YOUR ASSIGNMENT: When a line below contains the word "lineWidth", copy that line.
________________
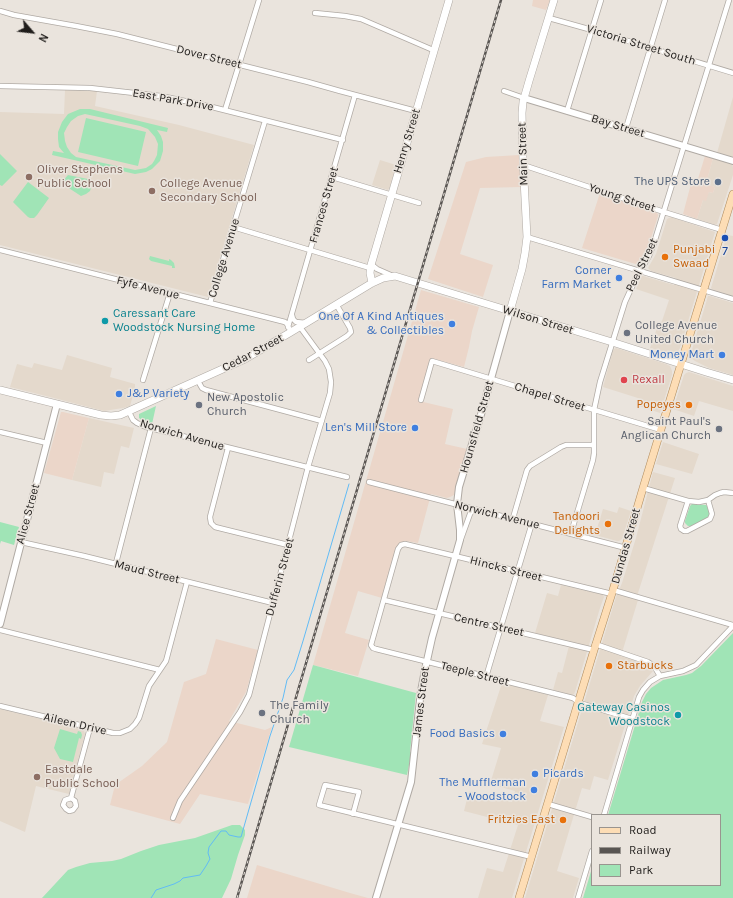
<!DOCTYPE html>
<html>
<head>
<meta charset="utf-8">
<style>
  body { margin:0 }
  #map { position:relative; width:733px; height:898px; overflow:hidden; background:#eae4dd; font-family:Karla,sans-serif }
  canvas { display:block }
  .legend { position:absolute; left:591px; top:814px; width:130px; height:72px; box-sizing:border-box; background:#eae4dd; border:1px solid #99948f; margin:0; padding:5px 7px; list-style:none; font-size:12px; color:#201d1b }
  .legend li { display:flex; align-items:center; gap:8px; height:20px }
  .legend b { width:20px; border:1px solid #99948f }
  .north { position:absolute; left:12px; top:12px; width:40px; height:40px; -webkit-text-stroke:3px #eae4dd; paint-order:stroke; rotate:118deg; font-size:11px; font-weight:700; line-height:16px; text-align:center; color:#201d1b }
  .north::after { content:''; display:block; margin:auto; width:14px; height:18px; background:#201d1b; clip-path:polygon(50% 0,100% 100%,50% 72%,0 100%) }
</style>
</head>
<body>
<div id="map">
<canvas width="733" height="898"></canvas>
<ul class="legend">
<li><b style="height:5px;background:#fdddb5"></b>Road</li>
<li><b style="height:5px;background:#595552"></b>Railway</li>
<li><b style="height:11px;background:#a0e4b6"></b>Park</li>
</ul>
<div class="north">N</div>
</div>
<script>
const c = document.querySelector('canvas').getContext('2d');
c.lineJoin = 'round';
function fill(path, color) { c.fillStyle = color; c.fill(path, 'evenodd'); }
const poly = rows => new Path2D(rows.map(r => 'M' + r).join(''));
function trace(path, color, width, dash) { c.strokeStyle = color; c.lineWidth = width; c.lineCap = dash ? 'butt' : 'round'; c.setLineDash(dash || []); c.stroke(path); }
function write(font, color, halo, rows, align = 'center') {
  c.font = font + ' Karla,sans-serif'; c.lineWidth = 3; c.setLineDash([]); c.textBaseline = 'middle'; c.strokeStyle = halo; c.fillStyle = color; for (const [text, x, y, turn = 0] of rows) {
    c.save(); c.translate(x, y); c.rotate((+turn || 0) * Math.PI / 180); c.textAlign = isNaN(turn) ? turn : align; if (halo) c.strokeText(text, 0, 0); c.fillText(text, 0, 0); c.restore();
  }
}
fill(poly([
  [65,90,97,91,95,106,179,125,254,145,208,297,0,245,0,112,64,114],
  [733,97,733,157,717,153],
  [713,158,732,164,733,167,733,175,717,224,715,225,697,219,703,200,709,192,713,193,715,187,706,184],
  [380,160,396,165,390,187,388,190,372,185],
  [671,217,715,232,680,348,678,351,673,352,662,351,650,348,657,328,662,321,669,300,636,289,642,276,643,276,674,285,676,278,651,271,648,268,656,254,667,219],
  [727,235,733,236,733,296,713,290,711,288],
  [708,296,710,296,733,303,733,375,709,368,695,361,691,358,691,353],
  [616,348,666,364,670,366,672,371,672,375,660,413,639,406,641,399,603,387,613,350],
  [67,355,112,368,110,377,135,384,135,388,130,406,123,408,104,411,54,398,10,387,17,364,32,368,34,363,62,370],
  [689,372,733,386,733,411,699,401,694,416,673,409,684,375,686,373],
  [89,418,134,428,129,448,121,446,114,474,104,472,101,487,72,480],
  [663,442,699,454,692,474,656,464],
  [653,472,675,478,656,537,638,593,638,600,621,656,648,665,651,667,653,671,640,686,634,696,608,780,594,776,590,790,582,788,557,871,579,878,573,898,525,898,599,653,616,597,622,583,636,538],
  [619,507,631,511,622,539,619,541,617,541,595,535,603,509,617,513],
  [561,585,601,594,603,595,604,597,600,608,575,692,574,694,572,695,553,690,558,672,562,673,570,642,535,633,547,593,558,596],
  [502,683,548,695,540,721,564,727,512,898,478,898,487,868,503,872,518,825,464,811,469,791,512,802,515,791,490,784,501,748,482,744],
  [0,709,82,729,84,730,85,734,69,794,36,786,25,832,0,821]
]), '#e4d9cc');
fill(poly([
  [533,0,550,0,546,10,532,6],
  [519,155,521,187,480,188,460,254,493,265,483,297,428,279,466,162,486,157],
  [705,156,713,158,706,184,715,187,713,193,709,192,706,201,703,200,697,219,683,214,692,180,697,182],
  [600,193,655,212,658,214,658,216,647,251,639,265,582,248],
  [421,290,479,307,472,331,469,347,464,367,431,358,419,401,453,409,445,444,467,449,454,495,450,497,447,498,431,494,418,543,406,541,399,544,382,598,358,591,345,633,369,640,358,676,313,665],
  [61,412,63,412,89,418,72,480,44,473],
  [216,639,258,650,246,692,229,721,265,730,272,727,248,804,200,794,180,824,110,805,115,785,142,766,167,742,184,682,206,674],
  [257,865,350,893,368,898,247,898]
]), '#ebd6c9');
fill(poly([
  [80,109,90,109,168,128,167,132,157,130,161,136,163,142,163,151,160,161,152,169,146,172,135,174,52,155,53,151,64,153,59,147,58,139,58,132,62,122,68,114],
  [85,114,140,126,148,129,155,137,158,144,157,155,154,161,152,164,146,168,135,170,76,157,71,153,67,147,65,141,64,133,67,127,71,121,78,116],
  [86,118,146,132,138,166,78,152],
  [0,154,17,171,2,186,0,185],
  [68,175,88,179,91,180,92,184,90,191,86,194,81,196,61,183],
  [28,182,49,198,37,215,34,218,30,218,28,217,13,202],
  [150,256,169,261,169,259,171,260,174,263,175,268,172,268,172,266,151,261,149,259],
  [156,406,152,424,143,421,139,418,139,414],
  [692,504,706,505,707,506,710,514,708,518,691,526,688,526,685,523,685,521,690,506],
  [0,522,19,527,14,545,1,541,0,544],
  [733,633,733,898,583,898,592,868,592,885,720,885,720,815,608,815,642,702,646,694,651,688,663,680,686,675,692,673,697,669,701,666],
  [313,665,416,693,410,752,412,753,409,765,407,775,289,747],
  [60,729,77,734,78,731,81,732,82,735,81,739,79,738,73,762,60,759,54,748],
  [232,825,240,825,245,830,245,835,238,855,231,879,222,898,42,898,68,870,76,867,90,863,112,861,121,859,141,851,159,845,195,838]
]), '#a0e4b6');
trace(poly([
  [151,898,153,895,156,890,174,884,180,881,183,878,200,875,206,866,210,859,208,853,209,847,221,831,226,831,229,835,238,837,241,837,270,736,283,698,287,680,294,670,303,641,349,484]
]), '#61bbf5', 1);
const minor = poly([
  [0,11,14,15,76,26,117,34,308,82,340,91,416,111],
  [315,13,345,16,361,19,433,50],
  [549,18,592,30,733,73],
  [0,86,90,88,161,96,204,105,343,140],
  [504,91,524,98],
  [225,110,259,0],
  [567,111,601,0],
  [626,128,665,0],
  [523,165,664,212,722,230],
  [332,177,419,203],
  [233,227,370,268],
  [527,237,733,299],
  [0,250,285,322,287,324,291,332],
  [371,264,377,269,393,276],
  [210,303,265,121],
  [292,315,293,319,296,322,306,323],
  [288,327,355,95],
  [309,360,347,336,351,332,350,328,336,304],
  [143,380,170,293],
  [198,381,202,388,206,390,322,421],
  [421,400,432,361,661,430],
  [129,412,133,420,137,423,146,427,347,477],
  [0,432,47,443],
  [228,448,211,513,210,517,211,523,215,527,219,528,288,545],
  [369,482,626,548],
  [643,488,688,501,699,502,708,500,715,495,720,493,724,492,733,493],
  [688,501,680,526,681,529,684,531,687,531,710,519,712,514,708,500],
  [513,518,527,470,530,466,561,447,566,445,594,445],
  [571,533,593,460,594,453,594,410,600,382,625,302,636,278,649,256,654,243,729,0],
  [461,539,470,514,473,509],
  [21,542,84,556,273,603],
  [116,563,151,428],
  [613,590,733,625],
  [612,594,405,544,401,545,398,549,371,645,373,648,376,649,573,698,578,702,583,704,632,719],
  [384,600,594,650],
  [0,630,160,670],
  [595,644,648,662,654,666,660,676],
  [486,677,532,523],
  [0,706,113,733,120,733,130,729,135,724,139,718,149,686,166,661,187,582],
  [71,798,65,800,63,805,66,809,69,811,73,810,76,806,75,801,71,798,90,728],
  [548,804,592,817],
  [353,814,359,792,325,785,319,805,532,857],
  [604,815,639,697,643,690,650,682,660,676,683,671,696,665,733,626],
  [173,818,180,801,240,712,249,695,308,467,330,393,331,382,329,369,325,361,300,327],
  [578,898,592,851]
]);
const tertiary = poly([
  [524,98,733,161],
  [0,624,57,404],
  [376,898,411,782,421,691,426,665,432,638,460,540,460,530,457,504,459,487,480,418,510,311]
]);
const secondary = poly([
  [372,283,370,273,371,265,449,0],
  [510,311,522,269,525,253,527,237,523,160,522,113,523,102,529,81,554,0],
  [0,390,101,415,111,416,120,415,245,359,291,332,372,283,383,278,395,276,408,280,612,342,706,372,733,380]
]);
const primary = poly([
  [519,898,594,650,613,590,643,488,733,194]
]);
trace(minor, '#b0aaa4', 6);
trace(tertiary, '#b0aaa4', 8);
trace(secondary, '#b0aaa4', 8);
trace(primary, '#af8c5f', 8);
trace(minor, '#fff', 4.5);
trace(tertiary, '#fff', 6);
trace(secondary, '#fff', 7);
trace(primary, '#fdddb5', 7);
const rail = poly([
  [237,898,501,0]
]);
trace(rail, '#595552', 2.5);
trace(rail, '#eae4dd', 1, [3]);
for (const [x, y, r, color] of [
  [29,177,4,"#8d6e63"],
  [718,182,4,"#5c6f8a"],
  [152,191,4,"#8d6e63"],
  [725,238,4,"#1a4fb4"],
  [665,257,4,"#e8710a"],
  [619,278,4,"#3f7fe0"],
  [105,321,4,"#0f9aa8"],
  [452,324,4,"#3f7fe0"],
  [627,333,4,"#6b7280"],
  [722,355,4,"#3f7fe0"],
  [624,380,4,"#e0444e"],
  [119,394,4,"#3f7fe0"],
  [199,405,4,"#6b7280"],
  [689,405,4,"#e8710a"],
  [415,428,4,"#3f7fe0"],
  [719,429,4,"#6b7280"],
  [608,524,4,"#e8710a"],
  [609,666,4,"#e8710a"],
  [262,713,4,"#6b7280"],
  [678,715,4,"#0f9aa8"],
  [503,734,4,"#3f7fe0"],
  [535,774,4,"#3f7fe0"],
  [37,777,4,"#8d6e63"],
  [534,790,4,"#3f7fe0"],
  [563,820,4,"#e8710a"]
]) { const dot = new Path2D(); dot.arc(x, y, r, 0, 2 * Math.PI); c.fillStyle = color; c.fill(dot); trace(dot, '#eae4dd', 1.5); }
write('12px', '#201d1b', '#eae4dd', [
  ["Victoria Street South",641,45,17],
  ["Dover Street",209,57,14],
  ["East Park Drive",173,100,10],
  ["Bay Street",618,126,17],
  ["Henry Street",407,141,-73],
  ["Main Street",523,154,-92],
  ["Young Street",622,198,18],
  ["Frances Street",324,205,-74],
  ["College Avenue",224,258,-73],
  ["Peel Street",642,265,-64],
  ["Fyfe Avenue",148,288,14],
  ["Wilson Street",538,320,17],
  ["Cedar Street",253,353,-28],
  ["Chapel Street",550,397,17],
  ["Hounsfield Street",477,427,-74],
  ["Norwich Avenue",182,435,16],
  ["Alice Street",28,514,-75],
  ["Norwich Avenue",497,515,14],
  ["Dundas Street",626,546,-74],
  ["Hincks Street",506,569,14],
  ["Maud Street",147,572,14],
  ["Dufferin Street",280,577,-75],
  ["Centre Street",489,625,13],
  ["Teeple Street",475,674,14],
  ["James Street",421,702,-83],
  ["Aileen Drive",75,724,13]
]);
write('12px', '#785e54', '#eae4dd', [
  ["Oliver Stephens",37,170],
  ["Public School",37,184],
  ["College Avenue",160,184],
  ["Secondary School",160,198],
  ["Eastdale",45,770],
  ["Public School",45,784]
], 'left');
write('12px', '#4e5e75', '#eae4dd', [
  ["The UPS Store",710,182]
], 'right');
write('12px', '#c56008', '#eae4dd', [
  ["Punjabi",673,250,"left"],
  ["Swaad",673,264,"left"],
  ["Popeyes",681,405],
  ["Tandoori",600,517],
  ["Delights",600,531],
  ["Starbucks",617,666,"left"],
  ["Fritzies East",555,820]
], 'right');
write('12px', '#164399', '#eae4dd', [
  ["7",725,252]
]);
write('12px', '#366cbe', '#eae4dd', [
  ["Corner",611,271],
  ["Farm Market",611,285],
  ["One Of A Kind Antiques",444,317],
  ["& Collectibles",444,331],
  ["Money Mart",714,355],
  ["J&P Variety",127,394,"left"],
  ["Len's Mill Store",407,428],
  ["Food Basics",495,734],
  ["Picards",543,774,"left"],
  ["The Mufflerman",526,783],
  ["- Woodstock",526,797]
], 'right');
write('12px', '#0d838f', '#eae4dd', [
  ["Caressant Care",113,314],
  ["Woodstock Nursing Home",113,328],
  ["Gateway Casinos",670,708,"right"],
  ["Woodstock",670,722,"right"]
], 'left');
write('12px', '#5b616d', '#eae4dd', [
  ["College Avenue",635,326],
  ["United Church",635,340],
  ["New Apostolic",207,398],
  ["Church",207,412],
  ["Saint Paul's",711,422,"right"],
  ["Anglican Church",711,436,"right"],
  ["The Family",270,706],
  ["Church",270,720]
], 'left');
write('12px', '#be3a42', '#eae4dd', [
  ["Rexall",632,380]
], 'left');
</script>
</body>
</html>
________________
FINAL ANSWER:
function trace(path, color, width, dash) { c.strokeStyle = color; c.lineWidth = width; c.lineCap = dash ? 'butt' : 'round'; c.setLineDash(dash || []); c.stroke(path); }
  c.font = font + ' Karla,sans-serif'; c.lineWidth = 3; c.setLineDash([]); c.textBaseline = 'middle'; c.strokeStyle = halo; c.fillStyle = color; for (const [text, x, y, turn = 0] of rows) {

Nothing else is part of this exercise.